Mas é um ambiente em que todos precisam estar juntos e coordenados. Isso está acontecendo? Quem está coordenando esse processo?

Depende de cada caso. Existem espaços públicos, campus, em que isso é coordenado pelo responsável direto. Ou em grandes espaços corporativos. Nesses casos é fácil. Em casos de cidades, quem tem que fazer isso são as prefeituras, as autoridades, que precisam colocar todas as peças do quebra-cabeça e dizer como querem organizar. Do ponto de vista de cada dispositivo, eles precisam estar interconectados para fazer parte de uma coisa maior. Existem três ou quatro níveis de coordenação necessários.

Já existem avanços concretos nessa coordenação?

Existem ainda dificuldades regulatórias a serem vencidas. Existem padrões, com certeza, nos EUA, China e na Europa, não há mais dúvidas sobre os caminhos técnicos a serem seguidos. Isso é a base. Mas ainda existem alguns países em que isso não está decidido, em que as regras não são as mesmas, e precisamos fazer isso para o ecossistema existir globalmente. Temos questões de espectro, questões de mercado. Estamos atuando na frente regulatória, no desenvolvimento do ecossistema e fazendo com que a tecnologia esteja disponível.

Em termos de tempo, quanto tempo ainda estamos distantes dessa ideia de um “tecido conectado” para cidades inteligentes?

Parte disso passava pelo 5G. Estamos, nos mercados mais avançados, apenas na primeira metade do ciclo de 5G, que é de 10 anos, e ele é absolutamente necessário para tudo o que vem depois. O 5G é a única tecnologia que foi concebida para compor esse tecido, diferente do 4G que foi concebido para conectar um telefone. É claro que o 4G é parte, pode estar conectado a um carro, mas a pervasividade, a alta capacidade, a latência, isso vem do 5G. Vamos ver em 2028 ou 2030 esse tecido surgir, com a maturidade plena do 5G. Possivelmente o ciclo do 5G será um pouco mais longo do que o de outras gerações justamente por isso, porque o passo para o 6G será uma evolução, mais do que uma revolução. O 6G aprofundará o 5G, mas não mudará as bases. E obviamente isso varia muito de país para país. Na China, por exemplo, as decisões são mais rápidas, não tem muita discussão depois que a decisão do governo é tomada. Nos EUA ainda vemos casos de cidades brigando para não terem uma antena 5G, então cada país tem uma realidade. Na Índia o 5G está sendo lançado agora… Mas até o final da década veremos essa rede plenamente conectada, com certeza.

O C-V2X, para a conexão veicular, está padronizado?

Na China sim, Europa e EUA estamos ainda com algumas questões, mas o caminho é esse. Ainda existem algumas discussões locais, mas se o governo federal decidir ser mais incisivo em relação às definições, certamente resolverá.

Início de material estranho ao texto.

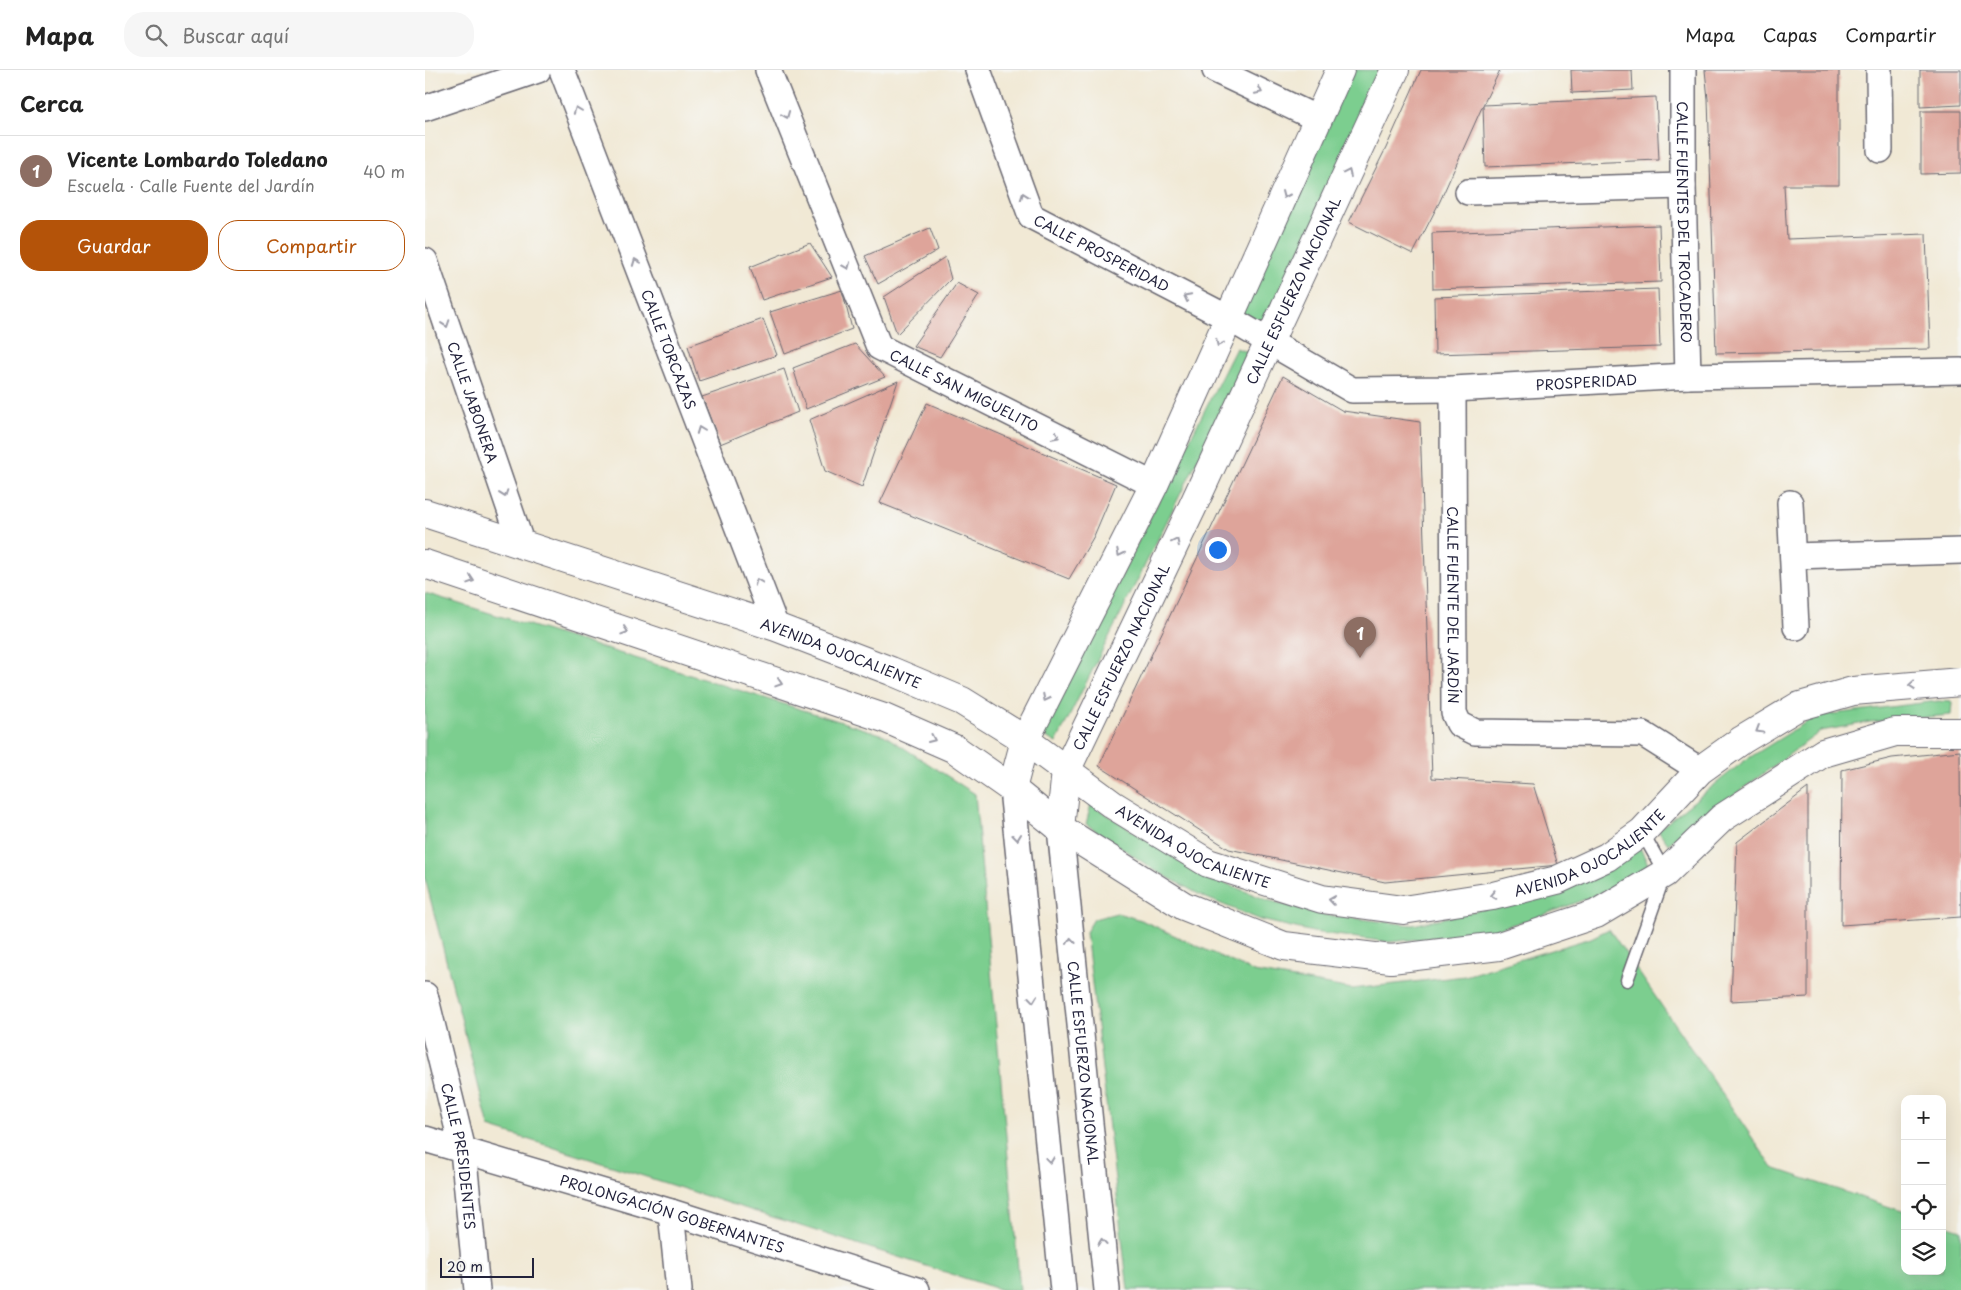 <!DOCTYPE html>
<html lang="es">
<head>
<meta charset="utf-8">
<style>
	body { margin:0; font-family:"Playpen Sans",sans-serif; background:#f6f6f6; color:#222 }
	.controls { position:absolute; right:15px; bottom:15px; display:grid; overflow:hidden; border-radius:10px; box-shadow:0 5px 20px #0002 }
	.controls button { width:45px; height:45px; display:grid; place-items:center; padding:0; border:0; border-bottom:1px solid #e0e0e0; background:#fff; color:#222; font:25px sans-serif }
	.scale { position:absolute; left:15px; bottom:12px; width:94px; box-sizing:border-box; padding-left:5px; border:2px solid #22223b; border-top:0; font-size:14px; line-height:18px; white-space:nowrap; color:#22223b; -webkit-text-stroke:4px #f6f6f2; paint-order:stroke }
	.you { position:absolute; left:792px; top:479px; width:18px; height:18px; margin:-12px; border:4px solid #fff; border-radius:50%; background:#1a73e8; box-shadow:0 0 0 8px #1a73e833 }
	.badge { display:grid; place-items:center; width:32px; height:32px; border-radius:50%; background:#b45309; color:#fff; font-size:16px; font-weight:700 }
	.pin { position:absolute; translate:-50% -41px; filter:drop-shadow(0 1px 2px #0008) }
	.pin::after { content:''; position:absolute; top:26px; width:18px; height:15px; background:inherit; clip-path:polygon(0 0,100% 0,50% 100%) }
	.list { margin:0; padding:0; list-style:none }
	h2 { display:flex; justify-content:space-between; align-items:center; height:65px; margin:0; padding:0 20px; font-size:21px }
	h2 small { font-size:16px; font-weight:400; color:#767676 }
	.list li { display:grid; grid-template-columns:32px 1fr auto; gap:15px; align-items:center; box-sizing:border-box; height:70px; padding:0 20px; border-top:1px solid #e0e0e0 }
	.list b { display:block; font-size:19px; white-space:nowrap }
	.list p { margin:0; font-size:16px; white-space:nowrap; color:#767676 }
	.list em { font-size:16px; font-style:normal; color:#767676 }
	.actions { display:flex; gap:10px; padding:15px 20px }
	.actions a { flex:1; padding:11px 0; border:1px solid #b45309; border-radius:20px; text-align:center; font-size:18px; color:#b45309 }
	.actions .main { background:#b45309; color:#fff }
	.icon { flex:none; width:28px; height:28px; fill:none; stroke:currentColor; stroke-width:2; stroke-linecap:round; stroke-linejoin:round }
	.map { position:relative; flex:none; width:1536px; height:1220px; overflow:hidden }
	header { display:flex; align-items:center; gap:30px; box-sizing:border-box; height:70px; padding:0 25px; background:#fff; border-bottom:1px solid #e0e0e0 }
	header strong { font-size:24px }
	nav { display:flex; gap:28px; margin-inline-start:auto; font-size:18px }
	.search { width:350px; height:45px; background:#f6f6f6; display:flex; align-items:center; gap:12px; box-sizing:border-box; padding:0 18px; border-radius:20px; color:#767676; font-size:19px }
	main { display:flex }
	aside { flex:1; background:#fff }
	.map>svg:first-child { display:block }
	.green { fill:#7cce8f; stroke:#4f7865 }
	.building { fill:#dea49a }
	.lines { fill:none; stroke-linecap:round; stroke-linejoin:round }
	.service-casing { stroke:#6a6871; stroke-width:15 }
	.minor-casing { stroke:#6a6871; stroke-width:28 }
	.tertiary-casing { stroke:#6a6871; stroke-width:30 }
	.secondary-casing { stroke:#6a6871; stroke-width:30 }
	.service { stroke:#fff; stroke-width:12 }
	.minor { stroke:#fff; stroke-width:25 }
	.tertiary { stroke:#fff; stroke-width:28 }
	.secondary { stroke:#fff; stroke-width:28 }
	.oneway { stroke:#9c9ca7 }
	.labels { text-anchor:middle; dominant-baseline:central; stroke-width:4; stroke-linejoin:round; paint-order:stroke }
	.street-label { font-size:14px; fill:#22223b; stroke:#f6f6f2 }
</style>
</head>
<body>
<header>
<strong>Mapa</strong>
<div class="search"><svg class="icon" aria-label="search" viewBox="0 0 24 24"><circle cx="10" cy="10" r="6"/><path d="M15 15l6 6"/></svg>Buscar aquí</div>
<nav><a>Mapa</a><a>Capas</a><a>Compartir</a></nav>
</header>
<main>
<aside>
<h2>Cerca<small></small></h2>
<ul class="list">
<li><span class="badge" style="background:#8d6e63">1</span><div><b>Vicente Lombardo Toledano</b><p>Escuela · Calle Fuente del Jardín</p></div><em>40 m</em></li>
</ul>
<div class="actions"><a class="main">Guardar</a><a>Compartir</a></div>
</aside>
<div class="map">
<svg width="1536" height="1220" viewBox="0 0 1536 1220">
	<rect width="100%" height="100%" fill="#f6f6f2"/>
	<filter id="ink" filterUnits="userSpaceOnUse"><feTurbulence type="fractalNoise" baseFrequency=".02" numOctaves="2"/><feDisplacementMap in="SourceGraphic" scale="10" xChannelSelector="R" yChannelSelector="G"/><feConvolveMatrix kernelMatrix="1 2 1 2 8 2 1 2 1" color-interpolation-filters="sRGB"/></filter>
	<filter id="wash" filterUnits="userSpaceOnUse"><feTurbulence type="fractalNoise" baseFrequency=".0096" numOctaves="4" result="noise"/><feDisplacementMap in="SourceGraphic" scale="20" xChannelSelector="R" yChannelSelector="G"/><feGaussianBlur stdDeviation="1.12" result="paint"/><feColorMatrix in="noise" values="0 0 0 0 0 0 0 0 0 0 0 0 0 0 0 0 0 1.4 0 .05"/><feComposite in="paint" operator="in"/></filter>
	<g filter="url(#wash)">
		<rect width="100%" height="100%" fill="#f1e9d5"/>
		<g class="green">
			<path d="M926 0H959L841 257 816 244Z"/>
			<path d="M811 278 826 283 631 673 616 664Z"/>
			<path d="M0 523 459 665 550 724 595 1220H577L64 1057 0 808Z"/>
			<path d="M1513 631 1527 632 1526 645 1445 652 1396 661 1243 774 1233 760 1319 691 1391 646Z"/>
			<path d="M666 734 770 801 842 830 900 845 988 855 1101 829 1215 778 1226 800 1166 827 1107 849 1056 863 964 872 888 862 836 850 779 827 731 801 661 754Z"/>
			<path d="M692 843 716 850 829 902 927 919 1040 906 1166 868 1184 859 1348 1098 1480 1142V1201H1517V1154L1536 1160V1220H703L661 862 669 849Z"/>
		</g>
		<g id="blocks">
			<g class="building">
				<path d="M996 0H1075L1058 35 1231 27 1234 90 1060 97 1058 35 1015 131 988 184 924 152 961 78Z"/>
				<path d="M1146 0H1207L1208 20 1147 23Z"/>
				<path d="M1280 0H1414V115H1359L1362 169 1501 164 1505 279 1291 283 1283 29Z"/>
				<path d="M1495 0H1536V35L1495 37Z"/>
				<path d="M1496 41H1536V103L1496 104Z"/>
				<path d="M1234 155 1236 212 1008 219 1007 163Z"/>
				<path d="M505 158 513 180 453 214 440 186Z"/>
				<path d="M385 173 407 207 337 230 325 197Z"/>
				<path d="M520 187 526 209 472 264 459 227Z"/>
				<path d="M532 213 554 225 515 287 488 276Z"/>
				<path d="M1233 219 1235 277 1010 284 1009 227Z"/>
				<path d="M417 220 427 259 360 284 345 242Z"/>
				<path d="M338 249 352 285 274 311 263 276Z"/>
				<path d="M430 274 460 307 381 339 368 298Z"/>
				<path d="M359 299 373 342 295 374 277 327Z"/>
				<path d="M858 306 918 341 995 352 1007 708 1108 714 1133 795 960 812 804 779 674 696Z"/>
				<path d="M473 311 437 417 400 401 384 350Z"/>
				<path d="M502 333 691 414 669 466 644 509 455 433Z"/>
				<path d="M1535 681 1536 847 1416 855 1417 700 1467 688Z"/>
				<path d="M1383 718V927L1306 931 1312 772Z"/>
			</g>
		</g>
	</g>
	<g filter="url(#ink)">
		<use href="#blocks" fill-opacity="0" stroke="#6a6871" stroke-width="1"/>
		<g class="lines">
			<g class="service-casing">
				<path id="service" d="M1202 910 1240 803 1217 762"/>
			</g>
			<g class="minor-casing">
				<g id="minor">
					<path id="s1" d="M137 0 351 557"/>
					<path id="s2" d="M343 0 454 277 729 415"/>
					<path id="s3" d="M553 0 606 146 805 249 927 320 1028 319 1263 306 1536 301"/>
					<path d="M790 0 893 49"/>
					<path id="s4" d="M1258 0V116L1263 306"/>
					<path d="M1454 0 1455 80"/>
					<path d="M0 38 113 0"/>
					<path d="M1043 122 1258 116"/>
					<path id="s5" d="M0 191 96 472"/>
					<path id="s6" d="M1028 319 1029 643 1034 654 1050 662 1218 664 1275 700"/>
					<path d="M1365 433 1371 557"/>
					<path d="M1368 486 1536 481"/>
					<path d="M587 719 638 1220"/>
					<path id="s7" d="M635 758 682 1220"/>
					<path id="s8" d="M0 925 38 1080 52 1220"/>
					<path id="s9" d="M0 1069 246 1142 492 1220"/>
					<path d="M246 1142 254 1220"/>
				</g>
			</g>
			<g class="tertiary-casing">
				<g id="tertiary">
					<path d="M587 719 600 670 729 415 915 0"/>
					<path id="s10" d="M635 758 641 701 767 438 970 0"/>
				</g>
			</g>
			<g class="secondary-casing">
				<g id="secondary">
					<path id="s11" d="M0 443 351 557 466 601 537 631 600 670 688 735 783 793 897 829 978 840 1068 826 1132 810 1182 787 1217 762 1275 700 1317 670 1372 637 1428 621 1536 612"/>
					<path d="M0 494 459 648 530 679 587 719 635 758 759 836 859 876 966 889 1074 876 1171 844 1240 803 1297 748 1398 683 1470 662H1536"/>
				</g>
			</g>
			<use href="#service" class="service"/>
			<use href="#minor" class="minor"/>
			<use href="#tertiary" class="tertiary"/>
			<use href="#secondary" class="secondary"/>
		</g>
		<defs><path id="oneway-chevron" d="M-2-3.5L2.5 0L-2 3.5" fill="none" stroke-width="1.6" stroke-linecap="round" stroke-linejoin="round" transform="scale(1.25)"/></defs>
		<g class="oneway">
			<use href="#oneway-chevron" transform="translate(834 21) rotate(26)"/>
			<use href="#oneway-chevron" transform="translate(152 40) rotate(-111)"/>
			<use href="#oneway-chevron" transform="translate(361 45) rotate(68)"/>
			<use href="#oneway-chevron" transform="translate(923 103) rotate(-65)"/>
			<use href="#oneway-chevron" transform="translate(860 125) rotate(114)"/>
			<use href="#oneway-chevron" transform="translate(599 126) rotate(-110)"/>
			<use href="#oneway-chevron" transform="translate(211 192) rotate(-111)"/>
			<use href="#oneway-chevron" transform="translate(422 196) rotate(68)"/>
			<use href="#oneway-chevron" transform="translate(762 227) rotate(-153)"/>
			<use href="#oneway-chevron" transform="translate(21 254) rotate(71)"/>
			<use href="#oneway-chevron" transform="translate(794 273) rotate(115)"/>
			<use href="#oneway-chevron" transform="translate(275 360) rotate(-111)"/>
			<use href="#oneway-chevron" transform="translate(631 366) rotate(27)"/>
			<use href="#oneway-chevron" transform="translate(79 424) rotate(71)"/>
			<use href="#oneway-chevron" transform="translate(751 472) rotate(-64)"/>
			<use href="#oneway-chevron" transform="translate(695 483) rotate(117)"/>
			<use href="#oneway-chevron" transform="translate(46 510) rotate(18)"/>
			<use href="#oneway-chevron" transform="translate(333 512) rotate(-111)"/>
			<use href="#oneway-chevron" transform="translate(200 561) rotate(18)"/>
			<use href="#oneway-chevron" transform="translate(354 613) rotate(18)"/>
			<use href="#oneway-chevron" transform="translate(1487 615) rotate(175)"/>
			<use href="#oneway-chevron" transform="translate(621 628) rotate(117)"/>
			<use href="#oneway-chevron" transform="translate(1334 660) rotate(149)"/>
			<use href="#oneway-chevron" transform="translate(507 669) rotate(24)"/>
			<use href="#oneway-chevron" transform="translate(592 767) rotate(84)"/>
			<use href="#oneway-chevron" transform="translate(1068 825) rotate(169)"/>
			<use href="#oneway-chevron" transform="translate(907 830) rotate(-172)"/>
			<use href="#oneway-chevron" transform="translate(646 871) rotate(-96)"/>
			<use href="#oneway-chevron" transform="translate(608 929) rotate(84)"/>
			<use href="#oneway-chevron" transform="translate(625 1090) rotate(84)"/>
			<use href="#oneway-chevron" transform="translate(677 1172) rotate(-96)"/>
		</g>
	</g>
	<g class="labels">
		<g class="street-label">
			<text stroke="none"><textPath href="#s4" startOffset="152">CALLE FUENTES DEL TROCADERO</textPath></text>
			<text stroke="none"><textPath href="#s3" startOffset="235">CALLE PROSPERIDAD</textPath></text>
			<text stroke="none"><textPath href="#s10" startOffset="589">CALLE ESFUERZO NACIONAL</textPath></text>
			<text stroke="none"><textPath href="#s1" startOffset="299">CALLE TORCAZAS</textPath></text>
			<text stroke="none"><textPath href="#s3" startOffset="755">PROSPERIDAD</textPath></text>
			<text stroke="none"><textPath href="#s2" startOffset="394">CALLE SAN MIGUELITO</textPath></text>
			<text stroke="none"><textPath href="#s5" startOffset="149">CALLE JABONERA</textPath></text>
			<text stroke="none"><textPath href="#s6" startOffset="216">CALLE FUENTE DEL JARDÍN</textPath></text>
			<text stroke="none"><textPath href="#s11" startOffset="439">AVENIDA OJOCALIENTE</textPath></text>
			<text stroke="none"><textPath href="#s10" startOffset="184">CALLE ESFUERZO NACIONAL</textPath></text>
			<text stroke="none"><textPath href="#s11" startOffset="844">AVENIDA OJOCALIENTE</textPath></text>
			<text stroke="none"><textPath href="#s11" startOffset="1264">AVENIDA OJOCALIENTE</textPath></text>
			<text stroke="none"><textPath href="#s7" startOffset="236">CALLE ESFUERZO NACIONAL</textPath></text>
			<text stroke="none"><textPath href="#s8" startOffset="165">CALLE PRESIDENTES</textPath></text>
			<text stroke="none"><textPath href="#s9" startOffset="258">PROLONGACIÓN GOBERNANTES</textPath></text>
		</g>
	</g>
</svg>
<div class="controls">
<button>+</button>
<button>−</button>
<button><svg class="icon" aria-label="locate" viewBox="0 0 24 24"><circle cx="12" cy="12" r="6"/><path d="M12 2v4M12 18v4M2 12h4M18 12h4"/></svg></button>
<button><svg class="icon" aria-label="layers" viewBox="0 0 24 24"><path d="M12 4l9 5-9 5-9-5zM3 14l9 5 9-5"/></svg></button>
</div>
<div class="scale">20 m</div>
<div class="you"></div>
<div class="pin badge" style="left:935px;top:588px;background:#8d6e63">1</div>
</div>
</main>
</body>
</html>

Já é possível estimar quanta informação um veículo plenamente conectado e autônomo vai gerar na rede? 

Existem alguns modelos. O que a gente sabe é que cerca de 60% ou mais do tráfego será na borda, possivelmente sem passar pelo core da rede, e isso é muita coisa.

Qual é o principal desafio então para chegarmos nesse cenário vislumbrado de carros e cidades conectadas?

É a mesma discussão que sempre temos: definir padrões ainda pendentes, coordenar essas políticas, e definir modelos de negócio viáveis. Esses são os grande desafios. Mas claro que temos antes o desafio de assegurar que as pessoas possam ter condições de adotar a tecnologia. Não adianta ter uma rede de carros conectados se as pessoas não puderem comprar. Existem muitos desafios mas estamos avançando de maneira muito rápida. Veja o que foi a CES esse ano. Falamos muito de carros conectados, cidades conectadas. Mas ainda são processos individuais, orgânicos,, mas não sistemáticos. Mas os benefícios para as sociedades, para as cidades, começam a aparecer e trazer mais atenção para o processo.